++++ RECORDS FOR THE TASK
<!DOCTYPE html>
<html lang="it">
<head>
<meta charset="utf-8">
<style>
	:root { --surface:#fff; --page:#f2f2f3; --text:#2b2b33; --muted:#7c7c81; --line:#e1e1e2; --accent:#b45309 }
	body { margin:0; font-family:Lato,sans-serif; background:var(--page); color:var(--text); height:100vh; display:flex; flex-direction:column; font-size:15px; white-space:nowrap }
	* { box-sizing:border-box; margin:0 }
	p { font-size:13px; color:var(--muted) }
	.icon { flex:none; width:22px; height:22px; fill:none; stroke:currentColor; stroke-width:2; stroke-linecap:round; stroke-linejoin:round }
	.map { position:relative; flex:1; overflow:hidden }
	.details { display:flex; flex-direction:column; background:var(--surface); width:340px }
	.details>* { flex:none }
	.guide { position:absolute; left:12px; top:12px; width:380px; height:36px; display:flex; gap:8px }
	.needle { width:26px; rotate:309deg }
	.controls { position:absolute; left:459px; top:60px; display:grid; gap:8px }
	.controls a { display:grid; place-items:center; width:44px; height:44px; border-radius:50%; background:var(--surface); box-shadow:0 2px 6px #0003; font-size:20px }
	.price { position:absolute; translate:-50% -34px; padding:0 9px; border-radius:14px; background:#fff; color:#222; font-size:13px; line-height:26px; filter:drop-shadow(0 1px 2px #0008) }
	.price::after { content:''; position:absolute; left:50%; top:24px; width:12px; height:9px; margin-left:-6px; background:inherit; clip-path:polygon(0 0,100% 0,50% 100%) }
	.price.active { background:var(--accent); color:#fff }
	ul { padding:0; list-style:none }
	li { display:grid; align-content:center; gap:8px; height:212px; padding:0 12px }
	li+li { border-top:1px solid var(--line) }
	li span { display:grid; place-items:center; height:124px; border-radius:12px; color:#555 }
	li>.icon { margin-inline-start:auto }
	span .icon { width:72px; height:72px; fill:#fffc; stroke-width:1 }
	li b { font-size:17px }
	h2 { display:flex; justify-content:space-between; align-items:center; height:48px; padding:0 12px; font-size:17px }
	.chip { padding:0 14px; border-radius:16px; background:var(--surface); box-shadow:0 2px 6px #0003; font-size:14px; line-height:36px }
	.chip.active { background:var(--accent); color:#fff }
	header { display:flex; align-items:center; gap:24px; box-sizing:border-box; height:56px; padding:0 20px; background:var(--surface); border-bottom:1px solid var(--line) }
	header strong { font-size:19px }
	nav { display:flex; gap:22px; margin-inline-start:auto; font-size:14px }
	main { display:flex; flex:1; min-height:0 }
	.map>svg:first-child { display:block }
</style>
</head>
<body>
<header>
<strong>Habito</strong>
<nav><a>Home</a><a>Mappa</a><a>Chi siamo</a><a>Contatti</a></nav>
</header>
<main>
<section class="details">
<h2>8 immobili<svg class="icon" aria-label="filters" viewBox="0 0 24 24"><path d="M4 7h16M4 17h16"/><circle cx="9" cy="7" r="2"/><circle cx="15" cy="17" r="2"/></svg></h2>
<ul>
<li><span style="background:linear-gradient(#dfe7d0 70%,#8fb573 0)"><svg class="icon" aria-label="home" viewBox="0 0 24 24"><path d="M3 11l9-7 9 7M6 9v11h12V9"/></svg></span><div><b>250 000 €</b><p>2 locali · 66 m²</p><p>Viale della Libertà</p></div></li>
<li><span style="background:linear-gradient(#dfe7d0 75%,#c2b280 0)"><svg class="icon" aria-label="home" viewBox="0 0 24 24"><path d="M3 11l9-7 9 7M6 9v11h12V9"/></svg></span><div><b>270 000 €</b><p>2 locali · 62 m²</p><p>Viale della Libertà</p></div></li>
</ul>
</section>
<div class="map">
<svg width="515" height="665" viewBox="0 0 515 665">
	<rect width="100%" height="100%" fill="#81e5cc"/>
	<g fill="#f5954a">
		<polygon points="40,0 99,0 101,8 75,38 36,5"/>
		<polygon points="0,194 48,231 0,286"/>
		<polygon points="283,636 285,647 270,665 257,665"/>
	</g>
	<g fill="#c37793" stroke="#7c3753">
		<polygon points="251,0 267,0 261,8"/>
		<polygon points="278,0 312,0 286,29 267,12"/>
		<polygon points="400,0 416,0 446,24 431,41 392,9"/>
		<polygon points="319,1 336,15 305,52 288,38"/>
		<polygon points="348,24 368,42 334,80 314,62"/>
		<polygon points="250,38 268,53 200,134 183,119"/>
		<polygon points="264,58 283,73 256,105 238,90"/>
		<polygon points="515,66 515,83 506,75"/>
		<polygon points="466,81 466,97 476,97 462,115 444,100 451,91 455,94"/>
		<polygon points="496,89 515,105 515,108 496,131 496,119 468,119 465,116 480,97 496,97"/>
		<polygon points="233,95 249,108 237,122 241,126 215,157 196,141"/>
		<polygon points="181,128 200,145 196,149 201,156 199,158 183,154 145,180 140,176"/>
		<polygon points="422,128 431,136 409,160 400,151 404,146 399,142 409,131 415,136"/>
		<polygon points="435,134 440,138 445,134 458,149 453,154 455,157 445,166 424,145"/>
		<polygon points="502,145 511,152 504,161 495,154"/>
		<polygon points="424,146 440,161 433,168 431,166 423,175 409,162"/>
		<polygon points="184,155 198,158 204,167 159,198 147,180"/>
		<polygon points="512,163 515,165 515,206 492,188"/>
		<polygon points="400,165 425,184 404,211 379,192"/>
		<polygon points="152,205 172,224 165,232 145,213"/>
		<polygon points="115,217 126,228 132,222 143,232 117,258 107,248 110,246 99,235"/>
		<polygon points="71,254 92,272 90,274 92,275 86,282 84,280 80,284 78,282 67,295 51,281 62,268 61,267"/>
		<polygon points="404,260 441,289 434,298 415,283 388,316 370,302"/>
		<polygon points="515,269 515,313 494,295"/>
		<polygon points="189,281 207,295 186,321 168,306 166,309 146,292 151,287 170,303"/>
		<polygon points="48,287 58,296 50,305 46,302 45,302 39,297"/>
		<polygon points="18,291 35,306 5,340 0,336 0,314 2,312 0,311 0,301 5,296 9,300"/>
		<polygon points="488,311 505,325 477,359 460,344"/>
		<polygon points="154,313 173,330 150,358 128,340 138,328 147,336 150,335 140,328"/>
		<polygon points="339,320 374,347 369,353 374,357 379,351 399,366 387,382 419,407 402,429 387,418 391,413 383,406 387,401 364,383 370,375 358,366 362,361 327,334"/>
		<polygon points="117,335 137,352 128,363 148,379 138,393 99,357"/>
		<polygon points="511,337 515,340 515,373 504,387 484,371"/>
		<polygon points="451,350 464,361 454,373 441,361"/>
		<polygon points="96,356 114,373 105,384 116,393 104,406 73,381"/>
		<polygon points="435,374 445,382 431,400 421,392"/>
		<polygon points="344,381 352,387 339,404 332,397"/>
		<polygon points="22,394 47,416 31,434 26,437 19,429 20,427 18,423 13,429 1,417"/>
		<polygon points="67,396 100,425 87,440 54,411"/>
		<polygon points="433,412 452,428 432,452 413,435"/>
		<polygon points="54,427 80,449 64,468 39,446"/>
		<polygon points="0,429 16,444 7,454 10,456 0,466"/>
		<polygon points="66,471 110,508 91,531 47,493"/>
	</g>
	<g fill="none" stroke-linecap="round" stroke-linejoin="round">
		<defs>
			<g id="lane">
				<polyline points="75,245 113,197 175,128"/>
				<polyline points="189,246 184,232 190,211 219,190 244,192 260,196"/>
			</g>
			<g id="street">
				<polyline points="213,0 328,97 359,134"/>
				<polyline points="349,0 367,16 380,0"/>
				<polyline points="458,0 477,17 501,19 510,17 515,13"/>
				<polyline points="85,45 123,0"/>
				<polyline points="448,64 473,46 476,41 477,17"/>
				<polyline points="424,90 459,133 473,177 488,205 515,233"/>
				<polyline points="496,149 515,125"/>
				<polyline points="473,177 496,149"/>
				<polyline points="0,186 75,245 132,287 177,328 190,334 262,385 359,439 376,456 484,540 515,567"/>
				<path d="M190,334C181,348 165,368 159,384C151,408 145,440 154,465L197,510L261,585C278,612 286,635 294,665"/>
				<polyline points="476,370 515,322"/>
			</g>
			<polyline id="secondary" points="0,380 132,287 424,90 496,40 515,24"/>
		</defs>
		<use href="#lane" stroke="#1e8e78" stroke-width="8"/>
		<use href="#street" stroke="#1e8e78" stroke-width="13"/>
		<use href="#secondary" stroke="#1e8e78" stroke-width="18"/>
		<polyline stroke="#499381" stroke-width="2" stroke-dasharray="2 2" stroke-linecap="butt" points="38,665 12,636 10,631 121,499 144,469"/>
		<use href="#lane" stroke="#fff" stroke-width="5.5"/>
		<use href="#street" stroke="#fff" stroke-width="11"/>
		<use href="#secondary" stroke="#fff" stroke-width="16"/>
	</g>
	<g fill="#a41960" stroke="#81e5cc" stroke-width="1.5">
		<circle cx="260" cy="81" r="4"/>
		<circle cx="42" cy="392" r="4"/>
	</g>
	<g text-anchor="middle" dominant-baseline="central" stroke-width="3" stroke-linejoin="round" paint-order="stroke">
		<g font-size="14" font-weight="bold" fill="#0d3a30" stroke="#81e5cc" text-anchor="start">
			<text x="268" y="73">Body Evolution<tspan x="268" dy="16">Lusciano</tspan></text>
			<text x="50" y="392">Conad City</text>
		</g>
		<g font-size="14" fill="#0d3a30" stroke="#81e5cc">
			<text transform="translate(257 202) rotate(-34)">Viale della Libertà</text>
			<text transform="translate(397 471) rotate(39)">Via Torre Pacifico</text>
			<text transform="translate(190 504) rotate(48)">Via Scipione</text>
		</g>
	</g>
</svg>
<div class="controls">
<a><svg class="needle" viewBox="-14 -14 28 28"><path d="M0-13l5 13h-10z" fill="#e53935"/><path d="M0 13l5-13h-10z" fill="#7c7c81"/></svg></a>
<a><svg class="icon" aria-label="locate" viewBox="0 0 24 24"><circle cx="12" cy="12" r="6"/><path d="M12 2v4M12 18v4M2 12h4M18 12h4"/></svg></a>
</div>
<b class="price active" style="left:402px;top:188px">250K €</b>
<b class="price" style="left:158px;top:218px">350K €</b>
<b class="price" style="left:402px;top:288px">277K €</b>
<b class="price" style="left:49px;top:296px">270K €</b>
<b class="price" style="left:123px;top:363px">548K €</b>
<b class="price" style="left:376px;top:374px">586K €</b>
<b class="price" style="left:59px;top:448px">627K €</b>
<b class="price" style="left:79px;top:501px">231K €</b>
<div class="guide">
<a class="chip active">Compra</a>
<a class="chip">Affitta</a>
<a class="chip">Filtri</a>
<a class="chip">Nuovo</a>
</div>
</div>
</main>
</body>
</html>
++++++++
= TASK DIRECTIONS =
Your answer must be the lines from the first line of the records through the line containing "position:relative; flex:1; overflow:hidden", copied exactly.

= SOLUTION TO THIS PROBLEM =
<!DOCTYPE html>
<html lang="it">
<head>
<meta charset="utf-8">
<style>
	:root { --surface:#fff; --page:#f2f2f3; --text:#2b2b33; --muted:#7c7c81; --line:#e1e1e2; --accent:#b45309 }
	body { margin:0; font-family:Lato,sans-serif; background:var(--page); color:var(--text); height:100vh; display:flex; flex-direction:column; font-size:15px; white-space:nowrap }
	* { box-sizing:border-box; margin:0 }
	p { font-size:13px; color:var(--muted) }
	.icon { flex:none; width:22px; height:22px; fill:none; stroke:currentColor; stroke-width:2; stroke-linecap:round; stroke-linejoin:round }
	.map { position:relative; flex:1; overflow:hidden }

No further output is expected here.